JQ: I think people don't spend enough time thinking. For me, writing is actually a way of thinking and it has been extremely useful.
RL: As an author who has written widely on stress in the workplace, what techniques do you use to stay calm in a high pressure environment like this?
JQ: One of them is trying to run in the mornings as often as I can. It burns off frustrations, reduces anxiety and helps in thinking through tough problems. Time spent on exercising is almost always repaid by better concentration and productivity. The second thing, is to focus positively on the future. Look at things we can change and don't be looking negatively at the past. Deal with the world as it really is and not the world as we would wish it to be. I suppose the last thing I have learned from hard experience is to keep a good balance between work and family and friends, and I consider myself a recovering workaholic.
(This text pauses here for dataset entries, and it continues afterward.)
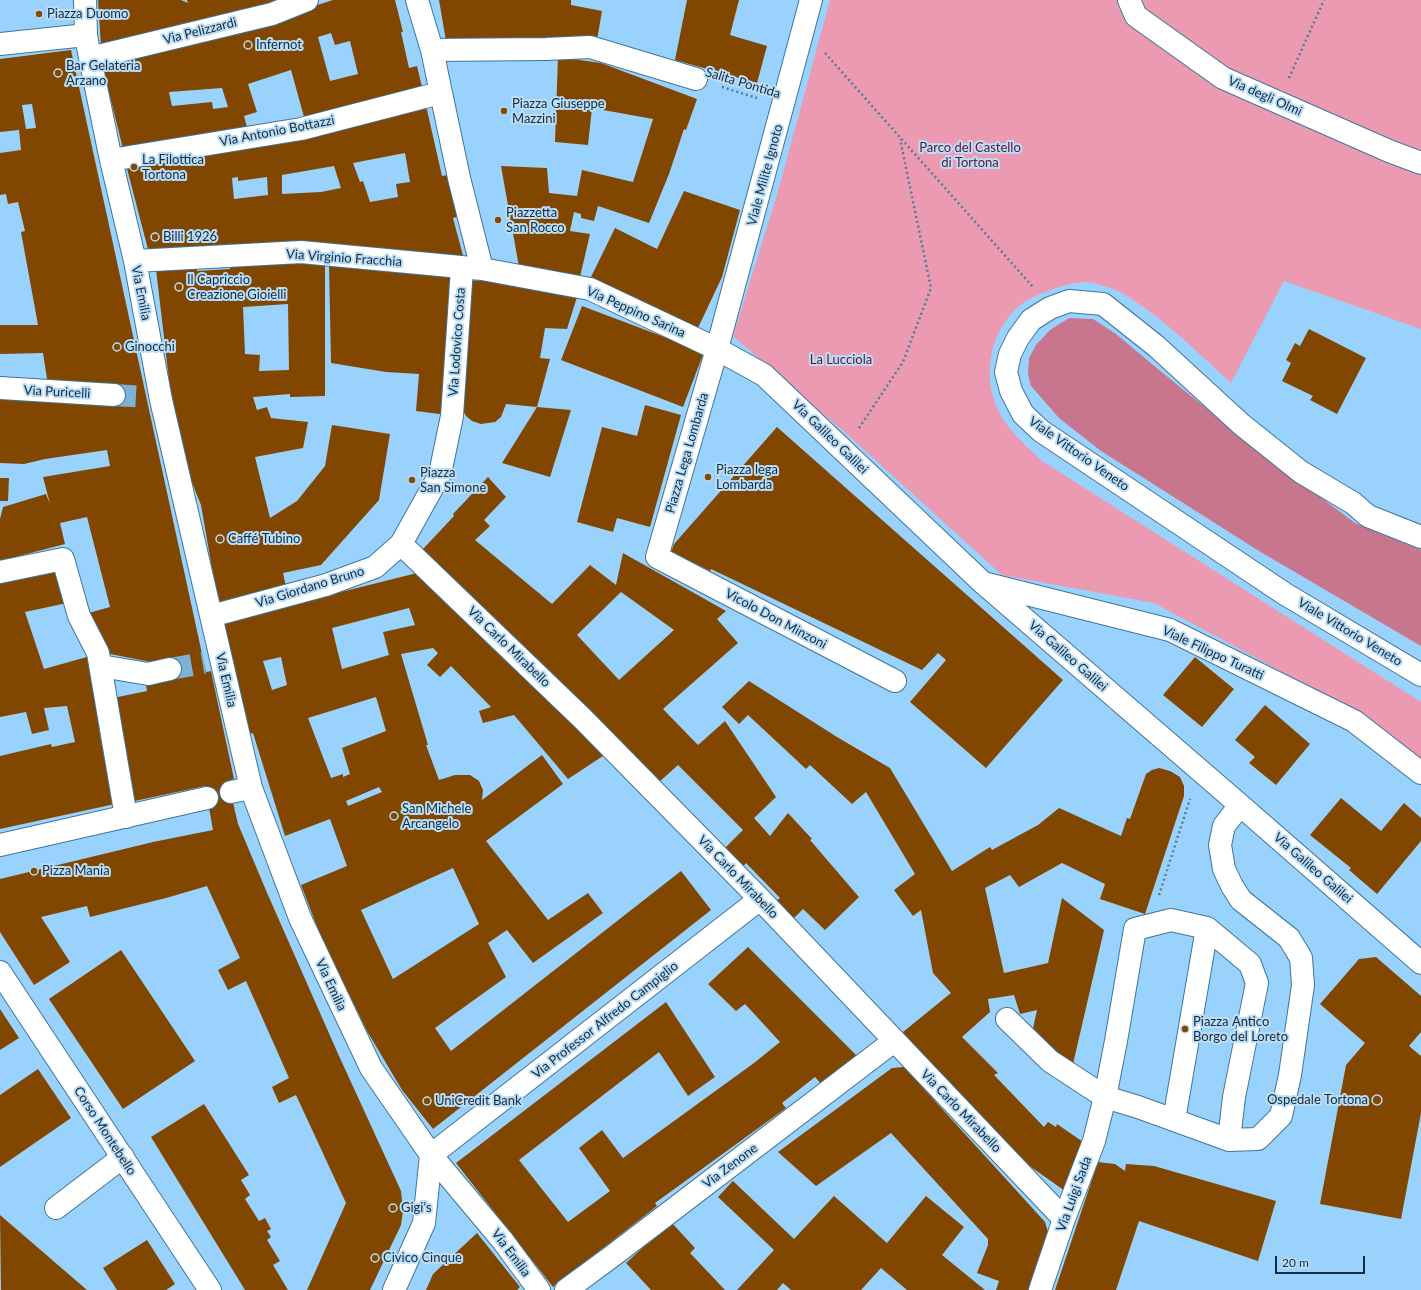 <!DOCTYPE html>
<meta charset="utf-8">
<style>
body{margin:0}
#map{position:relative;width:1421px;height:1290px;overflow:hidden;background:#99d3fd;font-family:Lato,sans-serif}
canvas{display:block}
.scale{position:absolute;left:1275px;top:1256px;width:90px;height:18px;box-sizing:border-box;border:2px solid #142b3b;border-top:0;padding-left:5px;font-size:12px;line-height:14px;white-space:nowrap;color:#142b3b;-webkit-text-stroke:3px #bbddf7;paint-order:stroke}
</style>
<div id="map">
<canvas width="1421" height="1290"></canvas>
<div class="scale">20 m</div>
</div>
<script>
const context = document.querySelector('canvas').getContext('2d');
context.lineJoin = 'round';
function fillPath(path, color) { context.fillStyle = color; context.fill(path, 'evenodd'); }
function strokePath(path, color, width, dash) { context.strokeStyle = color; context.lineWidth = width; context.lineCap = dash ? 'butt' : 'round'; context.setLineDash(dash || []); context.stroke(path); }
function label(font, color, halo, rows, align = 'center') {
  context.font = font + ' Lato,sans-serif'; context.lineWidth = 4; context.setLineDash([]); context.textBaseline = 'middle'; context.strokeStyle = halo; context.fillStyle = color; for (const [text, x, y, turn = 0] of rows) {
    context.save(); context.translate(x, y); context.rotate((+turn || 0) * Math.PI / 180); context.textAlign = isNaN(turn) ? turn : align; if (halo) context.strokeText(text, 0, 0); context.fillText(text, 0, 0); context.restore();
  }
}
fillPath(new Path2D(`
 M830 0H1421V329L1284 281 1231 383C1201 356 1173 327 1139 304 1130 298 1119 290 1107 287 1101 285 1093 282 1087 282 1075 282 1062 286 1051 290 1040 294 1026 299 1017 308 992 331 984 368 994 400 1001 424 1024 444 1042 461L1421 702V764L1357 712 1154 603 1002 575 850 437 733 336 777 195Z`), '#eb9ab1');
fillPath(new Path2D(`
 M1069 318 1093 319 1116 334 1164 374 1264 455 1355 523 1421 550V646L1259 551 1101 451 1059 418 1031 386 1028 374 1029 358 1036 345 1050 330Z`), '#c8768e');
fillPath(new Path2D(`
 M98 0H181L188 3 187 0H276L245 13 101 46Z
 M333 0H395L403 32H401L409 68 417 66 424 95 306 124 291 70 248 84 257 112 244 116 249 135 124 153 102 64 277 18ZM331 33 335 45 350 41 358 74 330 81 318 37ZM222 88 228 107 213 109 212 102 172 106 169 92Z
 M439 0H571V5L602 11 596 46 446 41Z
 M687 0H739L730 35 767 46 757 83 675 60Z
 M71 50 204 663 206 672 211 671 234 779 228 781 238 824 268 895 339 1056 401 1191 403 1211 401 1225 370 1290H307L346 1203 296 1095 279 1103 272 1087 289 1078 246 981 228 990 218 970 240 958 207 886 166 898 90 917 87 906 41 917 70 962 34 985 0 932V879L153 842 213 830 205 786 130 802 113 698 147 691 146 685 172 679 168 659 151 662 110 654 85 614 110 607 87 517 60 523 65 544 0 561V519L3 507 46 494 50 504 43 477 110 466 107 450 45 459 24 464 0 463V399L44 398 48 385 43 353 0 354V325H38L21 232 25 231 18 202 8 204 6 194 0 195V153L21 150 19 130 0 132V59ZM32 104 36 128 26 129 22 105Z
 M558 57 601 63 697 99 686 130 684 129 669 174 649 223 598 206 594 221 581 218V214L574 212 570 231 590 234 580 277 519 267 501 166 547 168 549 193 577 196 582 170 633 182 653 119 592 108 588 145 555 142Z
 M425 101 442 176 447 175 457 217 453 218 465 263 150 257 125 161ZM405 153 410 182 396 184 398 197 370 202 363 181 360 182 353 163ZM334 166 341 188 321 192 282 194V175ZM238 177V181L267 177 268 195 234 199 232 178Z
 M684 191 740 210 722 277 697 330 591 277 615 228 657 249Z
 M229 262H325V396L290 397V394L253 397 257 410 267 407 271 418 308 422 303 448 255 457 270 518 297 501 325 466 332 425 390 434 379 500 321 565 283 573 286 587 218 603 201 505 187 470 171 397 156 269 196 264 197 271 230 269ZM288 304 289 370 259 371 260 355 245 354 243 307Z
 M329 265 456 276 447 415 416 411 419 374 386 372 331 363Z
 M466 280 519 283 577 297 567 329 545 328 540 358 550 359 537 407 571 410 550 477 502 463 537 407 506 404 501 417 495 422 481 424 472 421 466 416 461 407Z
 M582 306 704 352 683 407 561 360Z
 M1309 329 1366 358 1337 414 1310 400 1313 396 1282 381 1291 363 1286 360 1295 343 1300 346Z
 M645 405 681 415 650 527 617 518 613 532 577 522 602 427 637 436Z
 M777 427 1063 680 986 768 910 702 946 660 938 653 922 670 711 569 710 571 671 552 674 544Z
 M488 477 506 497 484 520 490 526 475 540 552 604 590 565 616 585 623 553 726 611 717 619 738 643 663 709 698 745 725 721 776 797 754 818 770 836 788 813 812 839 810 840 859 897 825 930 803 909 792 920 774 903 780 898 746 863 742 868 723 850 743 830 678 765 657 784 541 662 438 572 417 552 421 548 423 549 454 516 453 514ZM621 592 674 630 619 680 577 635Z
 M0 478H9L8 501H0Z
 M60 570 67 603 25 612 44 669 94 655 108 735 100 736 115 804 0 829V756L51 744 52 747 75 742 67 706 44 708 49 730 32 734 26 712 0 717V583Z
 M421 572 606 754 568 779 514 715 483 723 479 711 491 707 451 666 440 677 427 665 438 653 433 648 401 654 428 745H426L439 780 455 775H470L479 781 483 790 482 800 542 755 563 784 486 841 548 920 588 893 603 913 533 963 507 930 488 943 506 977 435 1028 451 1051 681 871 711 910 433 1129 402 1090 367 1031 321 937 301 885 347 866 330 819 285 836 253 733 246 735 221 622ZM409 608 415 625 383 632 389 655 342 669 332 628ZM281 657 287 685 272 690 263 661ZM376 697 386 731 342 748 350 774 343 777V774L331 778 308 718ZM379 787 382 792 348 806 346 801ZM453 868 479 924 393 979 361 910Z
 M1195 657 1234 689 1202 727 1163 695Z
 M749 681 837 737 890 768 952 871 990 847 992 850 1038 825 1059 808 1121 836 1127 818 1130 819 1146 774 1152 770 1159 768 1170 771 1180 777 1184 786V796L1145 914 1100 899 1105 884 1062 863 1019 887 1010 875 985 888 1004 973 1048 963 1062 898 1104 930 1073 1064 1048 1049 1032 1033 1037 1010 1020 1014 1014 995 988 999 990 1012 962 1037 998 1073 994 1075 1044 1127 1048 1122 1056 1127 1057 1124 1086 1144 1065 1191 1031 1167 945 1082 903 1032 951 993 933 973 921 910 913 916 894 890 915 874 866 792 852 804 810 765 806 769 748 715 739 724 722 707Z
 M1265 705 1310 744 1276 785 1249 763 1255 757 1235 740Z
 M1341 798 1381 831 1404 803 1421 818V841L1377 894 1349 870 1351 868 1310 835Z
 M748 947 858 1057 822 1085 815 1077 782 1103 786 1108 655 1203 657 1206 553 1287 456 1163 666 1002 715 1077 688 1096 659 1052 519 1160 568 1222 610 1191 579 1148 602 1130 623 1158 754 1063 780 1042 745 1004 736 1011 708 984Z
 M121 950 195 1061 123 1109 49 999Z
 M1376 957 1421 996V1032L1409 1046 1421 1056V1113L1401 1219 1320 1204 1346 1065 1365 1043 1320 1004 1359 959Z
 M0 1009 19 1038 0 1050Z
 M904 1067 1045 1222 1049 1235 1034 1290H996L999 1281 977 1273 988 1245V1239L891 1133 816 1186 778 1152 892 1068Z
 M38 1069 71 1118 0 1167V1095Z
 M204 1104 249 1175 241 1180 250 1195 245 1199 259 1221 265 1218 271 1229 267 1231 271 1237 267 1240 280 1261 273 1265 288 1290H245L151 1137Z
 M1098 1162 1115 1164 1125 1171 1126 1164 1154 1166 1276 1201 1258 1261 1139 1221 1116 1290H1055Z
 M733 1181 794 1239 834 1196 887 1243 926 1196 964 1227 942 1255 985 1290H907L881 1268 861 1290H791L783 1283 777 1290H737L774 1250 718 1197Z
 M0 1215 87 1290H1Z
 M671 1222 695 1248 690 1253 725 1290H651L626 1263Z
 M477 1233 520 1287 517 1290H426L433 1274Z
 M147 1240 175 1284 166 1290H117L103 1268Z`), '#814700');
strokePath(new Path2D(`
 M114 395 146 397
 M170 669 204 663`), '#7eb1d6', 22, [22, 11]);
const minor = new Path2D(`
 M85 0 86 35 90 58 111 160 135 261 161 400 251 788 300 918 371 1068 431 1155 503 1241 539 1290
 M417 0 432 50 459 178 482 269
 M811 0 717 349 657 557 895 681
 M1129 0 1136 16 1223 78 1389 151 1421 163
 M0 44 86 35
 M432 50 546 49 590 47 696 79
 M90 58 272 14 307 0
 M111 160 301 129 440 93
 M135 261 301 252 482 269 590 289 717 349 764 375 983 583 1240 805 1421 963
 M0 388 114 395
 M1421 537 1368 516 1353 503 1301 472 1241 424 1156 346 1103 304 1069 301 1050 308 1031 320 1018 338 1010 354 1006 372 1011 391 1023 414 1041 431 1285 594 1421 675
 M401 544 583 719 760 899 1064 1219
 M0 572 63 559 79 616 98 653 126 817
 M987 584 1170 630 1354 721 1421 773
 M211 616 326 585 375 567 401 544 440 474 452 416 462 268
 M101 666 148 674 170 669
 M231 792 251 788
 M0 845 207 798
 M0 972 210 1290
 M1007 1019 1050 1061 1105 1097 1138 1107 1229 1140 1258 1139 1281 1116 1290 1075 1303 985 1301 958 1289 938 1241 900 1232 886 1224 869 1220 845 1224 826 1240 805
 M1174 1120 1207 928
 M56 1208 123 1157
 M394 1290 424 1223 431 1155 760 899
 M566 1290 611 1257 894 1041
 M1040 1290 1064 1219 1094 1141 1105 1097 1116 1041 1135 929 1171 920 1207 928 1250 964 1257 983 1234 1097 1229 1140`);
strokePath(minor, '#3e759c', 24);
strokePath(new Path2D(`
 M825 53 1033 287
 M1289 78 1324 0
 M722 87 757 98
 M859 428 903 362 931 288 900 139
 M1159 895 1190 799`), '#537b97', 2.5, [2, 3]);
strokePath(minor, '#fff', 22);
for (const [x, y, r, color] of [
 [39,14,4,"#844901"],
 [248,45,4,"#844901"],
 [58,73,4,"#844901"],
 [504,111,4,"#844901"],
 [134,167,4,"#844901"],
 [498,220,4,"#844901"],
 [155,237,4,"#844901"],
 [179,287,4,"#844901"],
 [117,347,4,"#844901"],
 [708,477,4,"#844901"],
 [412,480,4,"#844901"],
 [220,539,4,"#844901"],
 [394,816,4,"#844901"],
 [34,871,4,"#844901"],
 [1185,1029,4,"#844901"],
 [1377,1100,5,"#844901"],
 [427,1101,4,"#844901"],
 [393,1208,4,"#844901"],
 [375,1258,4,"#844901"]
]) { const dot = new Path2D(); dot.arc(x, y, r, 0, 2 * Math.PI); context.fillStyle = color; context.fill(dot); strokePath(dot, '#bbddf7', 1.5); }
label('13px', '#142b3b', '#bbddf7', [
 ["Piazza Duomo",47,14],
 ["Infernot",256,45],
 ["Bar Gelateria",66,66],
 ["Arzano",66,81],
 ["Piazza Giuseppe",512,104],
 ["Mazzini",512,119],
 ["La Filottica",142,160],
 ["Tortona",142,175],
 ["Piazzetta",506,213],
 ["San Rocco",506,228],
 ["Billi 1926",163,237],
 ["Il Capriccio",187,280],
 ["Creazione Gioielli",187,295],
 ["Ginocchi",125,347],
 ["Piazza lega",716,470],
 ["Lombarda",716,485],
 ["Piazza",420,473],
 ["San Simone",420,488],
 ["Caffé Tubino",228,539],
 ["San Michele",402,809],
 ["Arcangelo",402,824],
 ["Pizza Mania",42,871],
 ["Piazza Antico",1193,1022],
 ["Borgo del Loreto",1193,1037],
 ["Ospedale Tortona",1368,1100,"right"],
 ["UniCredit Bank",435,1101],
 ["Gigi's",401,1208],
 ["Civico Cinque",383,1258]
], 'left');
label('13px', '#142b3b', '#bbddf7', [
 ["Via Pelizzardi",200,31,-14],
 ["Salita Pontida",743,83,17],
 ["Via degli Olmi",1265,96,24],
 ["Via Antonio Bottazzi",277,131,-11],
 ["Viale Milite Ignoto",765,175,-75],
 ["Via Virginio Fracchia",344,258,4],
 ["Via Emilia",141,293,79],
 ["Via Peppino Sarina",636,312,24],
 ["Via Lodovico Costa",457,342,-86],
 ["Via Puricelli",57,392,3],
 ["Via Galileo Galilei",830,437,44],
 ["Piazza Lega Lombarda",687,453,-74],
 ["Viale Vittorio Veneto",1079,454,35],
 ["Via Giordano Bruno",310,587,-17],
 ["Vicolo Don Minzoni",776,619,28],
 ["Viale Vittorio Veneto",1350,632,31],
 ["Via Carlo Mirabello",509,647,44],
 ["Viale Filippo Turatti",1213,653,25],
 ["Via Galileo Galilei",1068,656,41],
 ["Via Emilia",226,680,77],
 ["Via Galileo Galilei",1313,868,41],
 ["Via Carlo Mirabello",738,877,46],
 ["Via Emilia",331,985,65],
 ["Via Professor Alfredo Campiglio",605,1020,-38],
 ["Via Carlo Mirabello",961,1111,46],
 ["Corso Montebello",105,1131,57],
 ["Via Zenone",730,1166,-37],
 ["Via Luigi Sada",1074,1194,-70],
 ["Via Emilia",511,1253,53]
]);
label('13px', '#5e1432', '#bbddf7', [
 ["Parco del Castello",970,148],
 ["di Tortona",970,163],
 ["La Lucciola",841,360]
]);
</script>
RL: So we have talked abut how you relax, what about reading, do you have time to read other, non technical, materials?
JQ: Yes, I try to read periodicals from both ends of the political spectrum, so the Economist and the New Internationalist are two of my favourites. I like reading biographies, management books, books from contemporary Christian writers.
RL: And your goals for the future, after WHO?
JQ: Clearly one goal is to support my wife and three daughters in being as happy and successful as they can be. I am going on to head Management Sciences for Health. MSH deals with the building blocks of health care: financing, people and medicines, and the management glue that make health systems work. MSH has a long history of helping countries to make practical improvements in their health systems. I hope to help MSH build on this success to have an even greater impact in the future. In my 70's maybe I'll spend more time drumming. I still play the drums.
RL: Have any of your family followed in your footsteps professionally?
JQ: I'm a little bit young for them to have followed yet, but I have one daughter who is interested in becoming a paediatrician. My grandfather was a paediatrician who at age 60 went through psychoanalysis and became a child psychiatrist. He finally retired at 85 and died at 105. So I suppose I like to think I might be close to his trajectory.
RL: Last question - If you hadn't followed this career path, what do you think you'd have liked to have done?
JQ: Good question. In high school I thought I'd either want to become a chemistry professor or run a pizzeria, because I used to make pizza on Sundays. I think if I was to do something different, it might be journalism or broadcast media, something that brings ideas together, or just more time writing, but I have been really happy with this mix of medicine and management.
RL: Thank you.
Dr Jonathan Quick has worked in the Department of Essential Drugs and Medicines Policy for the last nine years, six of these as Director. He leaves at the end of January 2004 to become Chief Executive Officer of Management Sciences for Health.
* Quick JD ed. Managing drug supply. Boston: Management Sciences for Health; 1981.
** WHO medicines strategy. Framework for action in essential drugs and medicines policy 2000 - 2003. Geneva: World Health Organization; 2000. WHO/EDM/2000.1.